[PROVIDED RECORDS]

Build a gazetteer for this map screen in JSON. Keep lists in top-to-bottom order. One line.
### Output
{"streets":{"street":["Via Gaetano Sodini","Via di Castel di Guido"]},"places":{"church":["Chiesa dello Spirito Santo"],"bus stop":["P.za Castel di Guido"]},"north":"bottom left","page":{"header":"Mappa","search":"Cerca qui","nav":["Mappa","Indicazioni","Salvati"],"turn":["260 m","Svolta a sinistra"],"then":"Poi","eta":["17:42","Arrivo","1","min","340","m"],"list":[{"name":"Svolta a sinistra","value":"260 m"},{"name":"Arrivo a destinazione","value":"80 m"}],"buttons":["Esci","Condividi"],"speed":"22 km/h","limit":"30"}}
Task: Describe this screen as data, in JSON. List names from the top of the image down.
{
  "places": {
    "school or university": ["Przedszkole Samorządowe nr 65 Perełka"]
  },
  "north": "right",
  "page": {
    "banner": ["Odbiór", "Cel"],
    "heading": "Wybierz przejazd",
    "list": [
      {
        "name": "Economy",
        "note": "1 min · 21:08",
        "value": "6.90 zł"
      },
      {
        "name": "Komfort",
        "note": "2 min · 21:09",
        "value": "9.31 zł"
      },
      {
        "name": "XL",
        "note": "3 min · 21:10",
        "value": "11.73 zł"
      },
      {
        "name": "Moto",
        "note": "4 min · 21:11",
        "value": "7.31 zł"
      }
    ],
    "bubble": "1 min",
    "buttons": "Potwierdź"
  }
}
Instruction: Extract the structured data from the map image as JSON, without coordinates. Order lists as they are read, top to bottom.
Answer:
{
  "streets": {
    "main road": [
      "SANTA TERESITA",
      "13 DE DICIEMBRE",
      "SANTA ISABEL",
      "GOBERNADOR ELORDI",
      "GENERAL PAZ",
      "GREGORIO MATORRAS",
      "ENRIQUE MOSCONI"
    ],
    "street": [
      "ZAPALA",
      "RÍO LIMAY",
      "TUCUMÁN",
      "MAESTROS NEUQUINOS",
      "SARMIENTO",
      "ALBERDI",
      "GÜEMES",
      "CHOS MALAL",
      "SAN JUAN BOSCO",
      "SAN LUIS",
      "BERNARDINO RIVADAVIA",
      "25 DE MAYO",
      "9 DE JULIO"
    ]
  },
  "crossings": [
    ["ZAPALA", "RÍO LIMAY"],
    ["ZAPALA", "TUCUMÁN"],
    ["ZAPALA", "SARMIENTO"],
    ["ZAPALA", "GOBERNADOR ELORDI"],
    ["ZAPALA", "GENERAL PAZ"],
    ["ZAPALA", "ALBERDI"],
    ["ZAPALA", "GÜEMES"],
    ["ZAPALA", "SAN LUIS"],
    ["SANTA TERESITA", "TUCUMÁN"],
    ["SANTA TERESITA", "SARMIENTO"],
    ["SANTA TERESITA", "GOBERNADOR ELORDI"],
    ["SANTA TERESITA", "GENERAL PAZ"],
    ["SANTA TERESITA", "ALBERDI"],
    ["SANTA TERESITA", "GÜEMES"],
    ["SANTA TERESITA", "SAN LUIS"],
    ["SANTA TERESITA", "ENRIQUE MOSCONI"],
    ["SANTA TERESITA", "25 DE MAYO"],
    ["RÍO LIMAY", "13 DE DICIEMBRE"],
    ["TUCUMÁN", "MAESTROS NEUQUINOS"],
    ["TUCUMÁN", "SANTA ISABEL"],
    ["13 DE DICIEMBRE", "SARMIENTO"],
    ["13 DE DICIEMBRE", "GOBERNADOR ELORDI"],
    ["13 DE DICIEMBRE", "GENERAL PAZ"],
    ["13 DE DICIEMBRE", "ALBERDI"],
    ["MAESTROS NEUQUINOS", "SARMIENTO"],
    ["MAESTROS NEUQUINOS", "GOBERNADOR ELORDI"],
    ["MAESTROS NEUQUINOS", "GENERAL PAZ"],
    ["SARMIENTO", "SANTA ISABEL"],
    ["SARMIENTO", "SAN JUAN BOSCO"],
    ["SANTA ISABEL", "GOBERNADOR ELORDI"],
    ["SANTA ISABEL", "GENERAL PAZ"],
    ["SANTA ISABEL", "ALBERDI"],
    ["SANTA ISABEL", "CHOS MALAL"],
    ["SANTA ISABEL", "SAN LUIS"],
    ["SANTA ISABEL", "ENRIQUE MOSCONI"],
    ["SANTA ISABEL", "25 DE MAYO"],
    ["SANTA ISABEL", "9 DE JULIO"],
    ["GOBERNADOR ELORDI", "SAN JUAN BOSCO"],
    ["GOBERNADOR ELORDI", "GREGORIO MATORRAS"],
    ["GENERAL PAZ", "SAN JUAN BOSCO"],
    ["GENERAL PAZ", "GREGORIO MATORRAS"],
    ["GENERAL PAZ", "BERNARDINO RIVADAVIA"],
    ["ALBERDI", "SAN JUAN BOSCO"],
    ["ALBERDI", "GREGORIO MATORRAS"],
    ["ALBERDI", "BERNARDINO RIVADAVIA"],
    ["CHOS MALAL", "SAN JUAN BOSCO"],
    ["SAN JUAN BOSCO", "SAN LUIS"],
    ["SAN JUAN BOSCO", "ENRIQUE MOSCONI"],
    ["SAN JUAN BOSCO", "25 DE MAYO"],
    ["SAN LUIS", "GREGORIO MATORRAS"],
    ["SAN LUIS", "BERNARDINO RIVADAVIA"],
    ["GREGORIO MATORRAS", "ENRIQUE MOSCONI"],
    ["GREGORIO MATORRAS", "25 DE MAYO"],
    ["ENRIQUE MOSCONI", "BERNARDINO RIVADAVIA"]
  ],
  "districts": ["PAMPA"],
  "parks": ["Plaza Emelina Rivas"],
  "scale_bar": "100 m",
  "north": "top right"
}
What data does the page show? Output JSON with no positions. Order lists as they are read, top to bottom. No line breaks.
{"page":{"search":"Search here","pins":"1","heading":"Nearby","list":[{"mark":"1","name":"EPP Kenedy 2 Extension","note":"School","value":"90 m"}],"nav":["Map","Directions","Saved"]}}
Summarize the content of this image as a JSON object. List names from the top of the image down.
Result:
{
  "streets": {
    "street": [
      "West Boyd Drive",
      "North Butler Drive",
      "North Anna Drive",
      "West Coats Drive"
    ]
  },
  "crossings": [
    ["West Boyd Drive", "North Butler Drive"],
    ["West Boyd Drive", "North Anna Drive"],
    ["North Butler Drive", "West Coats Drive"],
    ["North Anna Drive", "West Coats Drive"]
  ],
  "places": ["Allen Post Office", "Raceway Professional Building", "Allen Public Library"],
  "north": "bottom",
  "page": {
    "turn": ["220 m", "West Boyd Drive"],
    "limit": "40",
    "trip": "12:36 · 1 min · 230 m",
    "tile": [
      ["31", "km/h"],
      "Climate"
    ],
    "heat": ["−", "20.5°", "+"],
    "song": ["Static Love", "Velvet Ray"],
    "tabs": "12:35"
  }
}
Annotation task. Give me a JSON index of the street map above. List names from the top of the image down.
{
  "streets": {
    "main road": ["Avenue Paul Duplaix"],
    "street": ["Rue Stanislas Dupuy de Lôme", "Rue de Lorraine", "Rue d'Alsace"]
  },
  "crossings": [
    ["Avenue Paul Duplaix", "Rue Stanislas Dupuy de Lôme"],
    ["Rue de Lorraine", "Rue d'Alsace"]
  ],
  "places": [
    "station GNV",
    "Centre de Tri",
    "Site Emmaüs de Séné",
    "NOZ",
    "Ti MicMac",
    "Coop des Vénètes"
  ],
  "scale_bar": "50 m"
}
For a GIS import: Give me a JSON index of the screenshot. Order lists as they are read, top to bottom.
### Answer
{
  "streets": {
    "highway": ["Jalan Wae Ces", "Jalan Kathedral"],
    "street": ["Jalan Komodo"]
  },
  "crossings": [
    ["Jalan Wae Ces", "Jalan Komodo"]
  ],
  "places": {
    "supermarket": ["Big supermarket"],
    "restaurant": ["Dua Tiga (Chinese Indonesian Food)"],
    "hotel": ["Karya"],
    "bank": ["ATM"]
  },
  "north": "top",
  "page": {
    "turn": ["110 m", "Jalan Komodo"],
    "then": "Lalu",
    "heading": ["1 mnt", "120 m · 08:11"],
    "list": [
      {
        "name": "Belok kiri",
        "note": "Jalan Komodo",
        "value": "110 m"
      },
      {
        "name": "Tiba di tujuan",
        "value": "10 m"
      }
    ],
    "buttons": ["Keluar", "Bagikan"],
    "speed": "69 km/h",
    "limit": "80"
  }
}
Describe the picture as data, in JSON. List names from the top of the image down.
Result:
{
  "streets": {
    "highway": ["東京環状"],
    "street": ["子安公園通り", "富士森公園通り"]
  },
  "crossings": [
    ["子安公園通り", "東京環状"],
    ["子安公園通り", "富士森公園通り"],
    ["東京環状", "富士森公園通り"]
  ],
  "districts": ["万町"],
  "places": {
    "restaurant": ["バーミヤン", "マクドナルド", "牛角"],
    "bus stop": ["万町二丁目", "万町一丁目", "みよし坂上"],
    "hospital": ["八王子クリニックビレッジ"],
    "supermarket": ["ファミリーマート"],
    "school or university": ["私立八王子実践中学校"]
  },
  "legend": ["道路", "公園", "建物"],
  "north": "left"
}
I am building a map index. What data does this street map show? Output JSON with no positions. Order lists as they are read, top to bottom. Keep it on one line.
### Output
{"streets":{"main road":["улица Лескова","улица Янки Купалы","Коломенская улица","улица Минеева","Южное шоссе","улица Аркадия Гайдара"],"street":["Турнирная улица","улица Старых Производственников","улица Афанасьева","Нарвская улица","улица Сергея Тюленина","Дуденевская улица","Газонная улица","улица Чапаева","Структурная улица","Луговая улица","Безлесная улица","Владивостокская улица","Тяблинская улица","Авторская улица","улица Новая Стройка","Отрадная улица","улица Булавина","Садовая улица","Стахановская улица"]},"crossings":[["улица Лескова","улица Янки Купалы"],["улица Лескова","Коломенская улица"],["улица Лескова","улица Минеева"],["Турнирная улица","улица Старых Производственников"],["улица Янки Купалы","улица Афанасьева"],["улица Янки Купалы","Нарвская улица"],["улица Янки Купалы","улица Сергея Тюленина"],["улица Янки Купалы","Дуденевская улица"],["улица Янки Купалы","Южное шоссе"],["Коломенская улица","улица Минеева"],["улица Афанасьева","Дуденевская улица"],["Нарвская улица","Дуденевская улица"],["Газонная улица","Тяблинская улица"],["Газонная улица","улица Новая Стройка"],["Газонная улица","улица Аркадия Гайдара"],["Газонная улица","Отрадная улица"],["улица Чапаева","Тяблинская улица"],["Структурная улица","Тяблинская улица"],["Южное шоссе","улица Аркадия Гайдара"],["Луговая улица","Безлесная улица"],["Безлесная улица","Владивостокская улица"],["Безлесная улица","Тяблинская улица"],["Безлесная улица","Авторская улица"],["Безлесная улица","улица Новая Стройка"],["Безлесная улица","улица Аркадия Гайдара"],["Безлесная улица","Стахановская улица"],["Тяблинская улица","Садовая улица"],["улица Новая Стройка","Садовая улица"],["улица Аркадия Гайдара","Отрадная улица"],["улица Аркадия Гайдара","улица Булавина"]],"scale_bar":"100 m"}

[ACTIVITY] Your answer should consist of each line of the data above in which the word "this" occurs.

[TASK OUTPUT]
Build a gazetteer for this map screen in JSON. Keep lists in top-to-bottom order. One line.
Task: Describe this screen as data, in JSON. List names from the top of the image down.
Summarize the content of this image as a JSON object. List names from the top of the image down.
I am building a map index. What data does this street map show? Output JSON with no positions. Order lists as they are read, top to bottom. Keep it on one line.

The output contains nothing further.